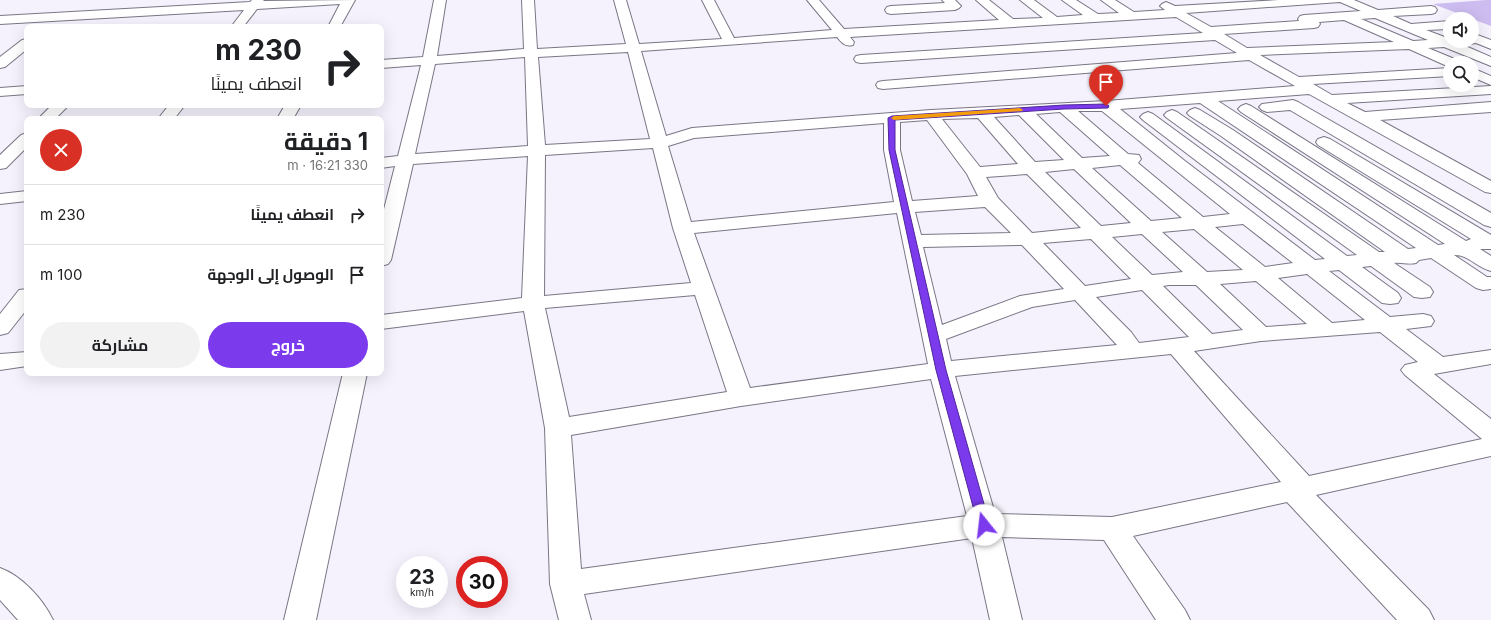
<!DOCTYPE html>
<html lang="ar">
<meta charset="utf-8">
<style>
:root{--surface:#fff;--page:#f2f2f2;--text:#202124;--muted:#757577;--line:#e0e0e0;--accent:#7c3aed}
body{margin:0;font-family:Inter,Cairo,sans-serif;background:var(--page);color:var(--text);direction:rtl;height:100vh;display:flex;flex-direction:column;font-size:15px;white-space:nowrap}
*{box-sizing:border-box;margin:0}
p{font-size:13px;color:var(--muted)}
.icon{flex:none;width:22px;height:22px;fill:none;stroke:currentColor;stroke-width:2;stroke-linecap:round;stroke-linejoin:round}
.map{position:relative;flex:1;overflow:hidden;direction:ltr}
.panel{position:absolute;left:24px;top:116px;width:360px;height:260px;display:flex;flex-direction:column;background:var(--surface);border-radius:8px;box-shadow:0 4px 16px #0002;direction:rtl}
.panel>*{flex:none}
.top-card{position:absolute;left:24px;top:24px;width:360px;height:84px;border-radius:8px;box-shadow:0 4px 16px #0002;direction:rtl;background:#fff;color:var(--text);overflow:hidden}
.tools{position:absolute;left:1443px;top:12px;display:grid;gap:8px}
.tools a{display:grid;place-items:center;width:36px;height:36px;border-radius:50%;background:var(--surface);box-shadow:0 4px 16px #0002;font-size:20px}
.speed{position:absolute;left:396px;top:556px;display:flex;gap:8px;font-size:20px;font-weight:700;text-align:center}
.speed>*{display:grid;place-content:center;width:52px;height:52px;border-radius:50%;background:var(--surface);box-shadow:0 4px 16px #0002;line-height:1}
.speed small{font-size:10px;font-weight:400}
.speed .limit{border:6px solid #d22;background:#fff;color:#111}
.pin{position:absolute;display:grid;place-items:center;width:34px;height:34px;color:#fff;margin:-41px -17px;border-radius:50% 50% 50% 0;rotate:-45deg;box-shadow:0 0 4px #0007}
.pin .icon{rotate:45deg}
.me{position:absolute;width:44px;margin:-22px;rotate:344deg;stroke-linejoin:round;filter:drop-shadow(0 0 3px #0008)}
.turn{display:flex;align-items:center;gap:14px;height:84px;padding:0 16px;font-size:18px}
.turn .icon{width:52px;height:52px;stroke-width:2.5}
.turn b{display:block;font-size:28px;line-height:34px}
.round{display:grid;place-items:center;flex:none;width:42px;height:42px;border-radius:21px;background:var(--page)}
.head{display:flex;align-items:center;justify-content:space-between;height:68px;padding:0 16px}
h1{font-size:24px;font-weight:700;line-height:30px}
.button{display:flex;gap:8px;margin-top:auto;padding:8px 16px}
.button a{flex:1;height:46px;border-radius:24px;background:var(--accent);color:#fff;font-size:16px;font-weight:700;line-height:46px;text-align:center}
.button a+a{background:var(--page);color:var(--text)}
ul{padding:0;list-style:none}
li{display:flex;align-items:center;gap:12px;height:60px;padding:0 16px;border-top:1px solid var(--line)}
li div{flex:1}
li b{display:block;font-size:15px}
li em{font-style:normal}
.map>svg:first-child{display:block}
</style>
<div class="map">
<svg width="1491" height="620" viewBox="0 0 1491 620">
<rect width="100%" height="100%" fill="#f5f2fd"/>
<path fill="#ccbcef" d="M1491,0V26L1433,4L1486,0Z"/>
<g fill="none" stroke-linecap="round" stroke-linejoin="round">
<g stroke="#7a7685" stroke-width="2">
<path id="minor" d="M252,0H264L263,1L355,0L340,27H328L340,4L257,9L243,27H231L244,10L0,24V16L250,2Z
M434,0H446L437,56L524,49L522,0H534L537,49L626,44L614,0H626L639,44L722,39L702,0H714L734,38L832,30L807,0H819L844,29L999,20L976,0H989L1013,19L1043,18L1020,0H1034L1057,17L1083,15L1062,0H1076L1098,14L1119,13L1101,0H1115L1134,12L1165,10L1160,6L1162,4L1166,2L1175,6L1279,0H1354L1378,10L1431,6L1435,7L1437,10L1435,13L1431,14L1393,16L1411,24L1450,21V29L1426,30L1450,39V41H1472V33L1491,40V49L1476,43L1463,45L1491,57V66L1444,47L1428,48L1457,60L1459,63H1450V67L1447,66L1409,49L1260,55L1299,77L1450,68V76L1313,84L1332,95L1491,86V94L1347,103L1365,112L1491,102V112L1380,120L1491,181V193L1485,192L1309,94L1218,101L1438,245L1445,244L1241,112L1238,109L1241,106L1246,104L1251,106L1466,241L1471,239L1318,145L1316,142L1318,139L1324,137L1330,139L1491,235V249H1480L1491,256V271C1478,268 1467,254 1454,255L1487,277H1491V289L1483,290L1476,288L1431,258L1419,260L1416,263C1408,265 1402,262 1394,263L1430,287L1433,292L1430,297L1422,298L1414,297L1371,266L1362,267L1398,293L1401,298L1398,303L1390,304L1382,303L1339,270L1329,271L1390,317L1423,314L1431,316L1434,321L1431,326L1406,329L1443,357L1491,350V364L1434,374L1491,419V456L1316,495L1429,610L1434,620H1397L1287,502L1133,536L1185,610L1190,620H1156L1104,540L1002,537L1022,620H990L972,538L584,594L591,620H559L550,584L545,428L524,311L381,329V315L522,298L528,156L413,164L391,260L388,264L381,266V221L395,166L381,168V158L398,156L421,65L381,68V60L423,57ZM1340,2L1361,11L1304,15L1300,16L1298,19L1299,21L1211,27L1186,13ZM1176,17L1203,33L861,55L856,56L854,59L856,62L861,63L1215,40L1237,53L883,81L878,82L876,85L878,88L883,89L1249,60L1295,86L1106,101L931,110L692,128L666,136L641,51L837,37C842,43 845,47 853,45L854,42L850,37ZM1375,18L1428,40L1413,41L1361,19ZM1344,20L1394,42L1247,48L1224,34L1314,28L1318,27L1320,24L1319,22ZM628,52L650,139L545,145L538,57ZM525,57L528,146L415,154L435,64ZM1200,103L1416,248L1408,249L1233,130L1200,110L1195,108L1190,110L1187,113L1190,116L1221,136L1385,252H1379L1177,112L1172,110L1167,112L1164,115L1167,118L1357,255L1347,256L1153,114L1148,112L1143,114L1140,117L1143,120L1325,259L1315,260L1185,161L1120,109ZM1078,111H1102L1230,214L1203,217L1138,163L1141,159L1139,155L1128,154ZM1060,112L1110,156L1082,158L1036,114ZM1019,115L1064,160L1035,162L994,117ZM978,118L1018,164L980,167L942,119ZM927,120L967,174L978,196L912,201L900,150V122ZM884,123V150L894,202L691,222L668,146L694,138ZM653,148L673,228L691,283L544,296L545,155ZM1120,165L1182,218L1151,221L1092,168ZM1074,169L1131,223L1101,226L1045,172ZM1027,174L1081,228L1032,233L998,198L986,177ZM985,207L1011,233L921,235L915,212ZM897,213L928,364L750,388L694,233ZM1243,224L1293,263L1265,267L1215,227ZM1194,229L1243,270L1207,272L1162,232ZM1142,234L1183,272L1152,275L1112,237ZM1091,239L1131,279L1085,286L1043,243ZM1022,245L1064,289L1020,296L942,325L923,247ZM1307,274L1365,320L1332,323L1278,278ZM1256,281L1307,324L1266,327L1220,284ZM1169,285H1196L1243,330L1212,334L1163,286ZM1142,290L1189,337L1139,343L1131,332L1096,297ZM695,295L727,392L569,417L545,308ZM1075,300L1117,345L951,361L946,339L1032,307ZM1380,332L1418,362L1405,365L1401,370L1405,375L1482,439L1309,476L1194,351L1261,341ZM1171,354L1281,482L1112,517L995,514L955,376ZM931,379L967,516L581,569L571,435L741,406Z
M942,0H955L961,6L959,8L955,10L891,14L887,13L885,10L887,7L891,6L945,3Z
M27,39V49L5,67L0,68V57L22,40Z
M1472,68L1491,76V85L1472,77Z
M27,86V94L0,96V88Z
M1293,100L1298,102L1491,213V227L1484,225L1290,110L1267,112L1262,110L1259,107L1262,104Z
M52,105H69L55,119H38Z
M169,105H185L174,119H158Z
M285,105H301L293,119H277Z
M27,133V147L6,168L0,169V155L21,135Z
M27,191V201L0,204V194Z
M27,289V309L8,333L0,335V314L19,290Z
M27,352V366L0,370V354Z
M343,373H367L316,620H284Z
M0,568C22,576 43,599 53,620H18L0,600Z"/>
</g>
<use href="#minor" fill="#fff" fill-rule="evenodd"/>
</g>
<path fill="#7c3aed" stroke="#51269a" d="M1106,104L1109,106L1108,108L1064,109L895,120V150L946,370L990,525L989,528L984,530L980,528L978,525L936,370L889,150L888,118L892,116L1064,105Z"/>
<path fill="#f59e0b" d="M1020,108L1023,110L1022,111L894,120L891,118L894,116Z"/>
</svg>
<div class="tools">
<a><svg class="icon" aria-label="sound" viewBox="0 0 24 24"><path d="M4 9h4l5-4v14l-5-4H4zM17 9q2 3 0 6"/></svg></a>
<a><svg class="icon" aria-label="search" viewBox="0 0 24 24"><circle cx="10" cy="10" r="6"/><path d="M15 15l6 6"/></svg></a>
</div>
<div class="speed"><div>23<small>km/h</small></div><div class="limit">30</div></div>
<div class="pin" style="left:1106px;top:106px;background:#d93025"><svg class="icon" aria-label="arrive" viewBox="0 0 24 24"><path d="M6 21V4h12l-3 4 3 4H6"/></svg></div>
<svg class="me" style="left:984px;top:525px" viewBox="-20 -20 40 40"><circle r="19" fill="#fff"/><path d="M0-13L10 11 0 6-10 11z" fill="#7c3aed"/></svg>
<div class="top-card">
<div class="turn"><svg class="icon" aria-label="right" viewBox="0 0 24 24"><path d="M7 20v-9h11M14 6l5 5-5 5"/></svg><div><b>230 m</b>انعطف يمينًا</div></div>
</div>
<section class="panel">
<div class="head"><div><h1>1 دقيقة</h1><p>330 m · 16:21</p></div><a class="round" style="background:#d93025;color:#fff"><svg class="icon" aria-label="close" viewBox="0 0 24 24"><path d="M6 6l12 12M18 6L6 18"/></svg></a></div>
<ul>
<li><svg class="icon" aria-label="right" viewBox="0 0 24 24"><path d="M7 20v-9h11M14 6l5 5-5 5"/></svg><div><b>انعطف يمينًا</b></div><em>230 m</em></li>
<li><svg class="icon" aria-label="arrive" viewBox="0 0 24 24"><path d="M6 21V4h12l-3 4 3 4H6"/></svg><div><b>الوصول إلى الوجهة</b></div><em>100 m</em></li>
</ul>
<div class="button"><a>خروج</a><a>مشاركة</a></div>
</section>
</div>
════
- _AIM OF THE EXERCISE_: After you work out how many lines in the material hold the word "circle", please respond with that number alone.

- _RESULT BELOW_: 2